| What is expected |
Return the count of lines in the records that include the string "stream", and nothing besides it.

| The data |
----------

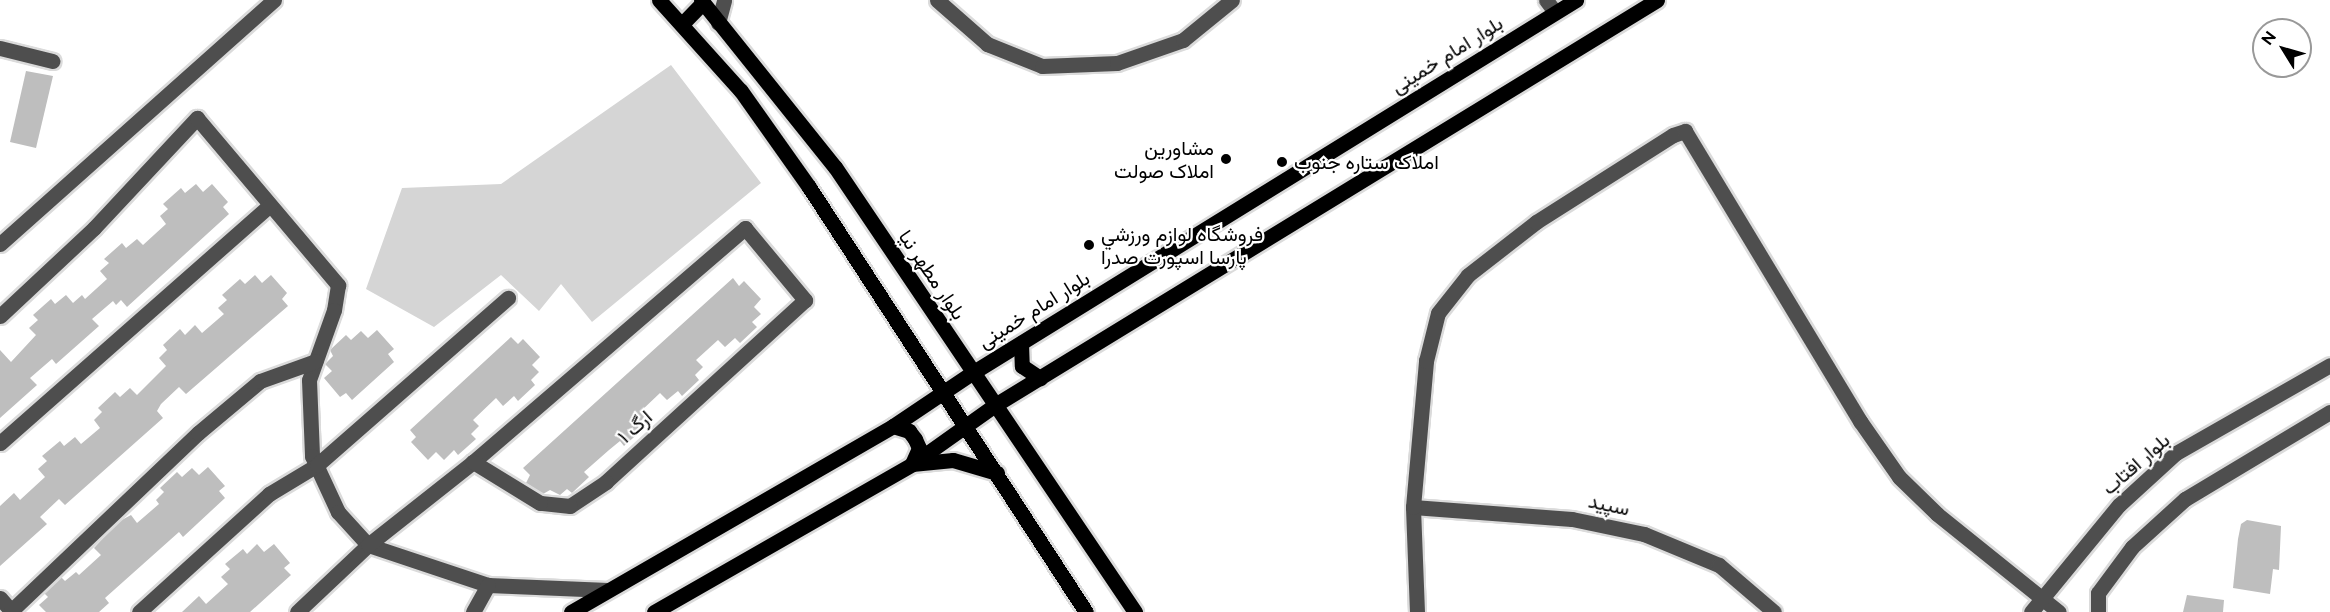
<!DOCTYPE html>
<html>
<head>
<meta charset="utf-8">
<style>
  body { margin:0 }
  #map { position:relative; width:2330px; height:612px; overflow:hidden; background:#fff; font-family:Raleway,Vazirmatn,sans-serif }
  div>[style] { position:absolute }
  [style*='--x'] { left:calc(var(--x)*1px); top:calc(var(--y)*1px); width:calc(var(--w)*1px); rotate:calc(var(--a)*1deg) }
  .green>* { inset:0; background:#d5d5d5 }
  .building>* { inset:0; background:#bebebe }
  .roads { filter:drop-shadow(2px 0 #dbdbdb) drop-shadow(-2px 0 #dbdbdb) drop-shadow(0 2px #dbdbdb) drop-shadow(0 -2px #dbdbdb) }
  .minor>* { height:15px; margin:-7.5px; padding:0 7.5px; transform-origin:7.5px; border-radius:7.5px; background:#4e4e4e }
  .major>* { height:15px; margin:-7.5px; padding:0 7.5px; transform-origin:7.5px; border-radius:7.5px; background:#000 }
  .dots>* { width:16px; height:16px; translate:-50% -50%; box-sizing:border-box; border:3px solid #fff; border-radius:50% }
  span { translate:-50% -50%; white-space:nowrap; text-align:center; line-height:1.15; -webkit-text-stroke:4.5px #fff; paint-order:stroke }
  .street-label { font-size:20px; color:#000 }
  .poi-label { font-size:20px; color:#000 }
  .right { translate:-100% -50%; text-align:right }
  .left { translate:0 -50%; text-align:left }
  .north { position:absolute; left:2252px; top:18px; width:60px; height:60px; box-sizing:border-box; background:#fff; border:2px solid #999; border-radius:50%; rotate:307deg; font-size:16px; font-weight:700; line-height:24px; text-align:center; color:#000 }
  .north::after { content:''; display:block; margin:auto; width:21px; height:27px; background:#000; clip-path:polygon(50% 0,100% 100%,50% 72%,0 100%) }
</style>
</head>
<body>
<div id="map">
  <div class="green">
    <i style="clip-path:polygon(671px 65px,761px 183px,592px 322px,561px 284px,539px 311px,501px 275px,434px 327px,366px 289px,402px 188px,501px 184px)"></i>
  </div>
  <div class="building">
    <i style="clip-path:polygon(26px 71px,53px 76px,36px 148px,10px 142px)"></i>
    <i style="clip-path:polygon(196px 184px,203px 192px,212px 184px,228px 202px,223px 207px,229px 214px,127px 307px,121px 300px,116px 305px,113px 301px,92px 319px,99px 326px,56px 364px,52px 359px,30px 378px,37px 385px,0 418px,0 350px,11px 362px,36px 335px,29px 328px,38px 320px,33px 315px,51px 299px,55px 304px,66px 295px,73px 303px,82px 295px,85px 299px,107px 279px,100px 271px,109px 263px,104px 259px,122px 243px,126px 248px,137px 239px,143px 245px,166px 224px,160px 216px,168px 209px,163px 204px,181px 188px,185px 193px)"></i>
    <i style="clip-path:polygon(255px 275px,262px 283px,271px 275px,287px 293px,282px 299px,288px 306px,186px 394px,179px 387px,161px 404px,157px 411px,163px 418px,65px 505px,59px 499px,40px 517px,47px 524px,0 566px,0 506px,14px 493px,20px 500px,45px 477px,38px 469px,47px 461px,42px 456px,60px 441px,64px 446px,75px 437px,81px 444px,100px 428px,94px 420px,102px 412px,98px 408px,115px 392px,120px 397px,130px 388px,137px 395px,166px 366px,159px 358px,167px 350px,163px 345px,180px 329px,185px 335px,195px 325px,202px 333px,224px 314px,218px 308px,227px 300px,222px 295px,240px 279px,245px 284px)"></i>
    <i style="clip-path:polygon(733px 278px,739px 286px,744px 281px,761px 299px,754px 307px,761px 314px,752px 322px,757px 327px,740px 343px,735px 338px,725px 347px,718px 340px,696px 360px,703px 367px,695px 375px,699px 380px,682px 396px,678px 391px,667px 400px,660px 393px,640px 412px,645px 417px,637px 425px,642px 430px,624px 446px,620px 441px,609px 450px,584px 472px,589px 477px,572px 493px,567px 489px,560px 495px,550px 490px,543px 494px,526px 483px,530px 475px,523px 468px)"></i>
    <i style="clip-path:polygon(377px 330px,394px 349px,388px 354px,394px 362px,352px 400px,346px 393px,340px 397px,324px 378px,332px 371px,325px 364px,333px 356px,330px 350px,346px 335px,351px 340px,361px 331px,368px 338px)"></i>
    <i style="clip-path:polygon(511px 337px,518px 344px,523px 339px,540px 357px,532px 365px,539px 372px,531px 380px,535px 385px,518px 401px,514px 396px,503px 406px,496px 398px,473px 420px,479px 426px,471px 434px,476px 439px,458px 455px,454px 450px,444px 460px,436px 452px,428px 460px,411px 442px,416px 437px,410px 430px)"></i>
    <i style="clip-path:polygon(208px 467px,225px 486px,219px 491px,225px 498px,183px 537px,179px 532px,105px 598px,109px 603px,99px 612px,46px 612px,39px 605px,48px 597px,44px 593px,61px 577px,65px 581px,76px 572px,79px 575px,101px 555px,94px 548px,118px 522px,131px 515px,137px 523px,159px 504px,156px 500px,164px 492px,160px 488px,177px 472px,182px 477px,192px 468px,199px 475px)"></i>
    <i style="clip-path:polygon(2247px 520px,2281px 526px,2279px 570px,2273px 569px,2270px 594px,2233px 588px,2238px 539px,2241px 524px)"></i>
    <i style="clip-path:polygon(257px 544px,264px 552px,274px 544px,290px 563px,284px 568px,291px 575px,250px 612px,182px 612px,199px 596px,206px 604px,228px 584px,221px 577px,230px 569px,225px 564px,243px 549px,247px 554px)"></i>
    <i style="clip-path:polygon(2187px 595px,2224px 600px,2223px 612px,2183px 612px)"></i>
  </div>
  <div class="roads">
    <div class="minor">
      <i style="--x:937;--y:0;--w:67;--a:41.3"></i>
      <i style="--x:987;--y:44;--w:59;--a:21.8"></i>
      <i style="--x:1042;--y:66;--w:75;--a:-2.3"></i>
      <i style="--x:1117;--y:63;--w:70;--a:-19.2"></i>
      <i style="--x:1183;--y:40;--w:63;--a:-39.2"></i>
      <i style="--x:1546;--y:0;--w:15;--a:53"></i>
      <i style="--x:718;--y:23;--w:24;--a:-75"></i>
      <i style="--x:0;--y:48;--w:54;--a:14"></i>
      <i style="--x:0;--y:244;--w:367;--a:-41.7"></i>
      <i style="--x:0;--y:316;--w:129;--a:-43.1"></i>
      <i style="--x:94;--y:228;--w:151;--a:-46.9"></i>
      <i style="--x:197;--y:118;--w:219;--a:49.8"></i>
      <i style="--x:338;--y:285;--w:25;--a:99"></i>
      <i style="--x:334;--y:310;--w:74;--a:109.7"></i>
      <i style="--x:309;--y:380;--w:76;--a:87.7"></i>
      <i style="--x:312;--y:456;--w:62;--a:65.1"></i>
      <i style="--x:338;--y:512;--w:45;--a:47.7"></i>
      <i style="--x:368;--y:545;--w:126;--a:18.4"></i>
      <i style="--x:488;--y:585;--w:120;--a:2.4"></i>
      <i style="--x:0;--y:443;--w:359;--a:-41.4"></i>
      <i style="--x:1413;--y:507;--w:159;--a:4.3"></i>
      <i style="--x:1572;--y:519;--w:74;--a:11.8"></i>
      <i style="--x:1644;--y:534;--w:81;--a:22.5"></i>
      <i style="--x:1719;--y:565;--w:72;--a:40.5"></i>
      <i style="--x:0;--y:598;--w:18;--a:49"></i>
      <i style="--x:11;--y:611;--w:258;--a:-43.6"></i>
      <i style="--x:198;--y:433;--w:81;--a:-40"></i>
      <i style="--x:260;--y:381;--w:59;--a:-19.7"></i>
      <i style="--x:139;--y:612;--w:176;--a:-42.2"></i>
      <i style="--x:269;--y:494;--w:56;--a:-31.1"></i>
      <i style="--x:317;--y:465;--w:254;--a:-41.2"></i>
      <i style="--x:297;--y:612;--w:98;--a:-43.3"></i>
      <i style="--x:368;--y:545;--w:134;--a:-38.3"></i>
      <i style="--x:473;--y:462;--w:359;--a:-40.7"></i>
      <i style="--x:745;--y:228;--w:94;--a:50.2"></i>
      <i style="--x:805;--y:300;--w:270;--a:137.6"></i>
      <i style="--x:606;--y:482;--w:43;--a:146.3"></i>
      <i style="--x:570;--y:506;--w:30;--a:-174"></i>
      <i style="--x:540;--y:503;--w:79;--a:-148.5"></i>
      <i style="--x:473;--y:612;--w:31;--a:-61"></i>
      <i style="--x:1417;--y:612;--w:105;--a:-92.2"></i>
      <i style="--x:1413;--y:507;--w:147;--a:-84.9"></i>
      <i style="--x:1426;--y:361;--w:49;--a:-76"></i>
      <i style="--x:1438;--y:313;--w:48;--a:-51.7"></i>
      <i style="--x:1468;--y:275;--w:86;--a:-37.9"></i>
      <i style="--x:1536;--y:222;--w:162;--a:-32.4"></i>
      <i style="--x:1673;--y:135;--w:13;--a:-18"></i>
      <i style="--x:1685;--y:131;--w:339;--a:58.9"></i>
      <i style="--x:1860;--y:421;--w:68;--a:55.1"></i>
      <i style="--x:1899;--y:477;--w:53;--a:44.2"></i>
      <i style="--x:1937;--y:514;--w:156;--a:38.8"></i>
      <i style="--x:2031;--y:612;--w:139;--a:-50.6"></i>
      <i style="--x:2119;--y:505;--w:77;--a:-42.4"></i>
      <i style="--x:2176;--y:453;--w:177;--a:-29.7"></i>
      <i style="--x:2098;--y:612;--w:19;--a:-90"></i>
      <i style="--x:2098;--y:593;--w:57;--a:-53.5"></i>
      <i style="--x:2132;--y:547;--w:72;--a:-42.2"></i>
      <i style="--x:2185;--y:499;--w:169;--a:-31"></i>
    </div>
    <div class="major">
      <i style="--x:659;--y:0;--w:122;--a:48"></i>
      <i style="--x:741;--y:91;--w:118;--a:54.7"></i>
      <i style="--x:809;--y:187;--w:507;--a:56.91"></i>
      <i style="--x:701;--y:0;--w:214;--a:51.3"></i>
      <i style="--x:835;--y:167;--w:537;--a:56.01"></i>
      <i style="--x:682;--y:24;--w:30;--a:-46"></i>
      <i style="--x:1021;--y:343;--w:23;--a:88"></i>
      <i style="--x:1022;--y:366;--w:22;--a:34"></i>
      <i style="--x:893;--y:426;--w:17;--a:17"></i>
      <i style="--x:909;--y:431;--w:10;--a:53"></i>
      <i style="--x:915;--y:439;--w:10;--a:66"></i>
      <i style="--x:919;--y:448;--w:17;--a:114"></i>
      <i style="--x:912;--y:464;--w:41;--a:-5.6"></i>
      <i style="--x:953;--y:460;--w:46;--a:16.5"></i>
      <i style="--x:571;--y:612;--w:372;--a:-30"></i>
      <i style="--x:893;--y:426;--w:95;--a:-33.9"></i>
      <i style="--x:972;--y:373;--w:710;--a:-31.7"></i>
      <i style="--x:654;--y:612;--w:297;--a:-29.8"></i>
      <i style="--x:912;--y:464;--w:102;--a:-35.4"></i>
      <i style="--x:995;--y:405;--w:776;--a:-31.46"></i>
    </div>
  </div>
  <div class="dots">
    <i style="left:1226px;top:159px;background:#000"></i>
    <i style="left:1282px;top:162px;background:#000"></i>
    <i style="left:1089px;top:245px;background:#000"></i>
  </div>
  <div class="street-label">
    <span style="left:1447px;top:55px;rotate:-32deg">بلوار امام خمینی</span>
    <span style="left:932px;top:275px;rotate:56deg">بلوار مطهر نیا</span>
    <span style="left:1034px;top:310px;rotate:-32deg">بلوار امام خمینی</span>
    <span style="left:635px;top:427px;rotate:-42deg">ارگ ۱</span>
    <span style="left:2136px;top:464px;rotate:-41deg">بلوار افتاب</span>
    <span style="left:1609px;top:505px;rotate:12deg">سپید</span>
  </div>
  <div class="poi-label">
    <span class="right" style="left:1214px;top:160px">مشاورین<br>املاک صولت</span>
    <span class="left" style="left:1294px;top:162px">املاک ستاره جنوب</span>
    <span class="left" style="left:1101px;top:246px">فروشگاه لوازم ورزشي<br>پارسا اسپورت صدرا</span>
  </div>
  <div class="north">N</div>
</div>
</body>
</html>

----------

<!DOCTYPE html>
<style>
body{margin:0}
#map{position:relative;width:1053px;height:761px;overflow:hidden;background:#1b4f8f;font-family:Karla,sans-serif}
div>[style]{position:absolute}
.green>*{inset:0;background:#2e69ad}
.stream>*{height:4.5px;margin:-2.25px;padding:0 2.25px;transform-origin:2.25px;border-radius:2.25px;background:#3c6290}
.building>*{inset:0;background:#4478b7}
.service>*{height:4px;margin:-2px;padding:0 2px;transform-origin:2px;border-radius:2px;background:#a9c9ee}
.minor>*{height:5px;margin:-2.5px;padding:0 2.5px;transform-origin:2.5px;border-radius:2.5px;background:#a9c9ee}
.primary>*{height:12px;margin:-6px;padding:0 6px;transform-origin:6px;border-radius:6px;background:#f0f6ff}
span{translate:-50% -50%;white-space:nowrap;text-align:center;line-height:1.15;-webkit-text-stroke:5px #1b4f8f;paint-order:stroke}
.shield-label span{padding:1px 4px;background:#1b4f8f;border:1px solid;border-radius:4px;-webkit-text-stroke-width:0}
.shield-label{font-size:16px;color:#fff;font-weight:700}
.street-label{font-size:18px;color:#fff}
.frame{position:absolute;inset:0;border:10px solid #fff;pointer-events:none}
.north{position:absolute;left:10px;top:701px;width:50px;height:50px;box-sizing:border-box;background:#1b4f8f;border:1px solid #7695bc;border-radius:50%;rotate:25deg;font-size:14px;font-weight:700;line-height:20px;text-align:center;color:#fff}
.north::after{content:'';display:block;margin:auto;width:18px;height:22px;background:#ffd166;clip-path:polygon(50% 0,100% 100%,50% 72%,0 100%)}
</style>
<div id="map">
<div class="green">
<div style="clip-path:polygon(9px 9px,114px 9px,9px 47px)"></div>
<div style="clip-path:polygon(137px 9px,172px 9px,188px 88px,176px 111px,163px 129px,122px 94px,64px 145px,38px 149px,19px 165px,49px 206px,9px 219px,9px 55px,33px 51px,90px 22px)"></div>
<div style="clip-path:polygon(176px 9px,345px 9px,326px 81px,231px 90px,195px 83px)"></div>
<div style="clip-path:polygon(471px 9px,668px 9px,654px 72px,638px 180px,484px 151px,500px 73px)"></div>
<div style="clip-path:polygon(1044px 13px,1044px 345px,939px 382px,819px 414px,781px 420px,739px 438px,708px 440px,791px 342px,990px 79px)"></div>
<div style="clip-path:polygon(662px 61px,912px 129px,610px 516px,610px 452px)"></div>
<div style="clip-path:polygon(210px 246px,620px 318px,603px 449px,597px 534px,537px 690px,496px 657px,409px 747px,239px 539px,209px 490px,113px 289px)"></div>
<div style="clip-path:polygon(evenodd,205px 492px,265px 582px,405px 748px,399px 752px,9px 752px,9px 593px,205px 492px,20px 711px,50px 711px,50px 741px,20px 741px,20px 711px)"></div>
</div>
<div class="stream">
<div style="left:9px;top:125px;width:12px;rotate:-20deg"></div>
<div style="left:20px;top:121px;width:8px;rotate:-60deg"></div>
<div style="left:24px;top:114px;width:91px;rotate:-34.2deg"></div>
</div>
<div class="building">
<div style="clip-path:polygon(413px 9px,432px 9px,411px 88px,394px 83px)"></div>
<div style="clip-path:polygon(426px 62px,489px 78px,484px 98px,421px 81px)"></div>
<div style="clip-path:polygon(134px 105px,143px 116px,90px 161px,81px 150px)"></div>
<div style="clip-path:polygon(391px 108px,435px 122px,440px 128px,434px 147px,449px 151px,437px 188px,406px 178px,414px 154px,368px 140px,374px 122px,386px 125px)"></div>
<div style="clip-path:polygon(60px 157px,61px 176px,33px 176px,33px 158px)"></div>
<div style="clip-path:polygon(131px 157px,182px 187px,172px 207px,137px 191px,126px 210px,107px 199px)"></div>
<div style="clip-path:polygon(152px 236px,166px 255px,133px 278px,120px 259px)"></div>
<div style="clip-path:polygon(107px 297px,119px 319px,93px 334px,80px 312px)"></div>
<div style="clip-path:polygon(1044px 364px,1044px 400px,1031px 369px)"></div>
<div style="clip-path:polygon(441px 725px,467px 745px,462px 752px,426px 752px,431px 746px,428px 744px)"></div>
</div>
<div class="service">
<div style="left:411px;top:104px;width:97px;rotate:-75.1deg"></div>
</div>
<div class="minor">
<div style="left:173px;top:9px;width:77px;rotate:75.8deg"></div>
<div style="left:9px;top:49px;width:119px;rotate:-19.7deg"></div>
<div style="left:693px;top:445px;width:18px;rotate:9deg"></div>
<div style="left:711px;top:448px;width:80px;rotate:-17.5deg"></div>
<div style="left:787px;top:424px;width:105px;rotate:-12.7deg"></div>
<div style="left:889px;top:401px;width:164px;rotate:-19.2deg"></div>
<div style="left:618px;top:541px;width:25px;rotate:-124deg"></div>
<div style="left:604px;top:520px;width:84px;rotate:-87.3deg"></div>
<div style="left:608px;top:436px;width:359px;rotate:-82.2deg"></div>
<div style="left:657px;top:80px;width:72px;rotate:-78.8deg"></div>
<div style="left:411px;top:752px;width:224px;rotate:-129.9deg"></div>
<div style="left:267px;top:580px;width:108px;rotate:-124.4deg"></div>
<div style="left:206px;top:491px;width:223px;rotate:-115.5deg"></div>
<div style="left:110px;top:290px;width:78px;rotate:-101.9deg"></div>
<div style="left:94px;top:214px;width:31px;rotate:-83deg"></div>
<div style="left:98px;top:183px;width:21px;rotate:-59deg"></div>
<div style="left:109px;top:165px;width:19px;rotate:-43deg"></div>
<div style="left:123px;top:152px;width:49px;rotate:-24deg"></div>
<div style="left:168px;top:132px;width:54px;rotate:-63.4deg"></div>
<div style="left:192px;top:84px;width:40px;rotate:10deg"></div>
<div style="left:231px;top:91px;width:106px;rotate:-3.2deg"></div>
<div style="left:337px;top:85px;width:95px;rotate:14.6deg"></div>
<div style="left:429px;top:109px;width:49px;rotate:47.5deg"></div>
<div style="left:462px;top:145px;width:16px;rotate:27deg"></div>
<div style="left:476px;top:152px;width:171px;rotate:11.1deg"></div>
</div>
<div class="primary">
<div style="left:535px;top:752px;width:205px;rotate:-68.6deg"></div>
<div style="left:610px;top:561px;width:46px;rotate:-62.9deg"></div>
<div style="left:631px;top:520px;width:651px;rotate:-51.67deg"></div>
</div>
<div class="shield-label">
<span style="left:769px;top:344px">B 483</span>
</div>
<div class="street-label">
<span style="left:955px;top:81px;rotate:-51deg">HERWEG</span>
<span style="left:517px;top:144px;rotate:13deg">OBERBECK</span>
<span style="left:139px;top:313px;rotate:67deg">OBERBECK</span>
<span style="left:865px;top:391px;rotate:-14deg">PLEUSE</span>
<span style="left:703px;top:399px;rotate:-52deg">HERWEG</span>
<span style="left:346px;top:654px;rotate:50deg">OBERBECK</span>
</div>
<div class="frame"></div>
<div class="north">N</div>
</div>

----------

| Task answer |
2